Certo, sono una goccia nell’oceano dei tanti prét-à-porter sfornati dai complici di sempre Carlo Vanzina e Neri Parenti (tra cui anche qualche chicca come ad esempio Il cielo in una stanza del ’99). Sono sicura che qualche altro autore in questa sede s’impegnerà a rivalutarli tout court se non altro come perfetti rappresentanti di quel “cinema medio” di cui la zoppicante industria italiana dice di avere tanto bisogno. Ma anche senza fare i salti mortali ad Aurelio non si possono negare una serie di qualità che ne fanno davvero un tycoon all’italiana: fiuto commerciale, capacità di anticipare le mode o almeno cavalcarle, osservazione del costume specie attraverso il modello televisivo imperante, assenza di pregiudizi e peli sulla lingua. Memorabili le sue sparate contro la Mostra del Cinema al Lido (un tempo avrebbe voluto spostarla a Napoli, oggi è un aperto sostenitore del Festival di Roma anche in chiave concorrenziale a Venezia) oppure la scelta di non “anticipare” le proiezioni dei suoi film per la critica e di spedire i giornalisti al cinema il giorno dell’uscita, possibilmente al primo spettacolo in tempo utile per le recensioni di rito.

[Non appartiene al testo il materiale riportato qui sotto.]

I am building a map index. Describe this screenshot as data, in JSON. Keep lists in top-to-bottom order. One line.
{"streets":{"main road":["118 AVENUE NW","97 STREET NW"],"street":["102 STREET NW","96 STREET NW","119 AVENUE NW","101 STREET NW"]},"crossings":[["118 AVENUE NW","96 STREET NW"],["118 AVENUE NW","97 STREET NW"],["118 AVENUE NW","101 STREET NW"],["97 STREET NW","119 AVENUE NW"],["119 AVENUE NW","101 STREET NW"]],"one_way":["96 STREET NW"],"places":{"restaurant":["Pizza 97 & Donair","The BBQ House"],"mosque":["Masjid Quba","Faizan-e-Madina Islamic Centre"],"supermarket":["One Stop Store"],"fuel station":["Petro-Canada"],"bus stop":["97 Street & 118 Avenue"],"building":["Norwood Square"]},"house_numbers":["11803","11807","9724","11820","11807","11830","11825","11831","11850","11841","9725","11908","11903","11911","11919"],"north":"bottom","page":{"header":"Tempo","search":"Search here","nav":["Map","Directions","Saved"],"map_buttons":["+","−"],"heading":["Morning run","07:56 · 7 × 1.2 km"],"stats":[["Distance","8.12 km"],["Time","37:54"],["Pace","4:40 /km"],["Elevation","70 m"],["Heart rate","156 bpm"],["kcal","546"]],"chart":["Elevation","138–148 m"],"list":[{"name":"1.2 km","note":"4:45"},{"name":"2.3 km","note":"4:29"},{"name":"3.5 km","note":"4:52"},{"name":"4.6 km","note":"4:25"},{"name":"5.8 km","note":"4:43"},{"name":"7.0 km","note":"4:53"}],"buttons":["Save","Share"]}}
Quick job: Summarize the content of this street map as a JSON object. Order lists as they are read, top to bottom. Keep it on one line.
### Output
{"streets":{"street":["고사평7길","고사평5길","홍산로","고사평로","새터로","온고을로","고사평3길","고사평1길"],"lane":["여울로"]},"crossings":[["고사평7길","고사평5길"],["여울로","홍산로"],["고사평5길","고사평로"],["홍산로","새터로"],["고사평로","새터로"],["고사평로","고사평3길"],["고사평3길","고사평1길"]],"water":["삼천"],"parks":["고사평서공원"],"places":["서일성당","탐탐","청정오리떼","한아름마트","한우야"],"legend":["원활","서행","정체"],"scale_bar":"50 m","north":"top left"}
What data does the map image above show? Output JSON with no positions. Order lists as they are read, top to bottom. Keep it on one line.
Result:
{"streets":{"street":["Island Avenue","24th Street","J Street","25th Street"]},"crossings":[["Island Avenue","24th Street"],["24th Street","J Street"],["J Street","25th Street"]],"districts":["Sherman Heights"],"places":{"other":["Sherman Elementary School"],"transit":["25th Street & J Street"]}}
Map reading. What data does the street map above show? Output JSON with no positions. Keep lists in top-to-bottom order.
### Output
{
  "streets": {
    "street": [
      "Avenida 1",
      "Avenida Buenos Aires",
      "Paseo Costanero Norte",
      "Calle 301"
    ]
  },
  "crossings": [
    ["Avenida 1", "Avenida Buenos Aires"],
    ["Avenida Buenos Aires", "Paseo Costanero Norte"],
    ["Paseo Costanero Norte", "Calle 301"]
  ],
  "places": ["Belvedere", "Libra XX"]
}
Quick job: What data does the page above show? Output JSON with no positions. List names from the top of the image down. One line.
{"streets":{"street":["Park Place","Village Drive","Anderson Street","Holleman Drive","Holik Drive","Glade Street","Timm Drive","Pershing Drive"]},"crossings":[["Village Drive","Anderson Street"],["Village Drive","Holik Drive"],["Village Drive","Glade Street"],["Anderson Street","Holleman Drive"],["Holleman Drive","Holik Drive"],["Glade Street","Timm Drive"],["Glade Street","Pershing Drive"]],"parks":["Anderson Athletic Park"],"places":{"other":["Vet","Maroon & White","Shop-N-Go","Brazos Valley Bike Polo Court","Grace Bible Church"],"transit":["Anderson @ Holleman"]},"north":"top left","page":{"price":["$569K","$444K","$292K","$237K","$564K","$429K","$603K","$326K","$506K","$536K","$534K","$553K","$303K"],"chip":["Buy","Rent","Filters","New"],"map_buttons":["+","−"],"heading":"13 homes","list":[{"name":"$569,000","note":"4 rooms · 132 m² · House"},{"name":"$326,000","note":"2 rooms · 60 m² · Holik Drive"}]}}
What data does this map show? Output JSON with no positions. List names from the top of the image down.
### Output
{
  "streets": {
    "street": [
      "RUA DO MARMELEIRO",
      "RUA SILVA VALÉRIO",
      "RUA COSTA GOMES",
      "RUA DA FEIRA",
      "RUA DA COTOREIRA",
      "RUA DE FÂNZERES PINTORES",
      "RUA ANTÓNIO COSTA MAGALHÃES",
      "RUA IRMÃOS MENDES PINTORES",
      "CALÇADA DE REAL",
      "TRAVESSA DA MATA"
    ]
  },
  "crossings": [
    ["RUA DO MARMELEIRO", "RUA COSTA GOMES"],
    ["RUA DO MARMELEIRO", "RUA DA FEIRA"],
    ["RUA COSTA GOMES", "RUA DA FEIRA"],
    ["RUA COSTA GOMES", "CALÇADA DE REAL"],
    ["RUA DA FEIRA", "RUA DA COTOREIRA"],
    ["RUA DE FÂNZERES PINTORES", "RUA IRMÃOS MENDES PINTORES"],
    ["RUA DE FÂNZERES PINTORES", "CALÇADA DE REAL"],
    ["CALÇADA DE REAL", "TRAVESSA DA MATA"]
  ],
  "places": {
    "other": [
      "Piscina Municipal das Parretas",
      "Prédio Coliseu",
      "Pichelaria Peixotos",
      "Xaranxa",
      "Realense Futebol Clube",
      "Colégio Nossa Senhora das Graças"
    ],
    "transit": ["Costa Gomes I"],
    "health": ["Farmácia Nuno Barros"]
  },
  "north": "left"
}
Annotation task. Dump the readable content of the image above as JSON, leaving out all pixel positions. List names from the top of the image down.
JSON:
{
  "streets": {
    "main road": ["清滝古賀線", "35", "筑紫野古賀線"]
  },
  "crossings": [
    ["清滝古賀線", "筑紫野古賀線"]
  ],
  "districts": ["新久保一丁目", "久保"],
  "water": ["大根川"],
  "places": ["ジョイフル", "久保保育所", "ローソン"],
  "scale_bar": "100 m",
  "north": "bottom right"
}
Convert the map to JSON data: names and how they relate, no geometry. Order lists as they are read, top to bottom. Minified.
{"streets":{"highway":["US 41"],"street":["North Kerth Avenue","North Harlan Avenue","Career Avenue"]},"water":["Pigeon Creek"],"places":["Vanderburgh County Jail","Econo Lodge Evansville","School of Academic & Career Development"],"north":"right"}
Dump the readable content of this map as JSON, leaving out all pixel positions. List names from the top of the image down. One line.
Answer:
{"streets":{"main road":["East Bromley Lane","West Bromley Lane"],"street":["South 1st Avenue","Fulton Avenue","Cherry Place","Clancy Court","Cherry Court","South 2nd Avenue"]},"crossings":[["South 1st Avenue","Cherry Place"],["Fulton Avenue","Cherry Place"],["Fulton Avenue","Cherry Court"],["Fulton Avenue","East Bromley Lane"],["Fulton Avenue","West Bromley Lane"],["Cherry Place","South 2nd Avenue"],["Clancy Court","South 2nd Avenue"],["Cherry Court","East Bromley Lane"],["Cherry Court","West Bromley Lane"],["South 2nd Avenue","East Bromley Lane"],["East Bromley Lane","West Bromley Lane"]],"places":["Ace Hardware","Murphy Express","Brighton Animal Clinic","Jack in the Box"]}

Gli vanno ascritte inoltre tutta una serie di scoperte: dalla ormai ex coppia Boldi-De Sica al recentissimo acquisto Silvio Muccino, che ne rivela una svolta giovanilistica (al cinema, si sa, ormai ci vanno soprattutto gli adolescenti). L’ha sperimentato nel corale Che ne sarà di noi (tra l’altro diretto da un altro suo complice fisso, Giovanni Veronesi), ha replicato nell’episodio più “fresco” di Manuale d’amore (quello in cui l’imbranato Silvio corteggia la riottosa e snob Jasmine Trinca, presenza femminile che va decisamente oltre il modello bambola tuttacurve) e ce lo riproporrà in coppia con Carlo Verdone con Il mio miglior nemico, che aprirà la stagione 2006.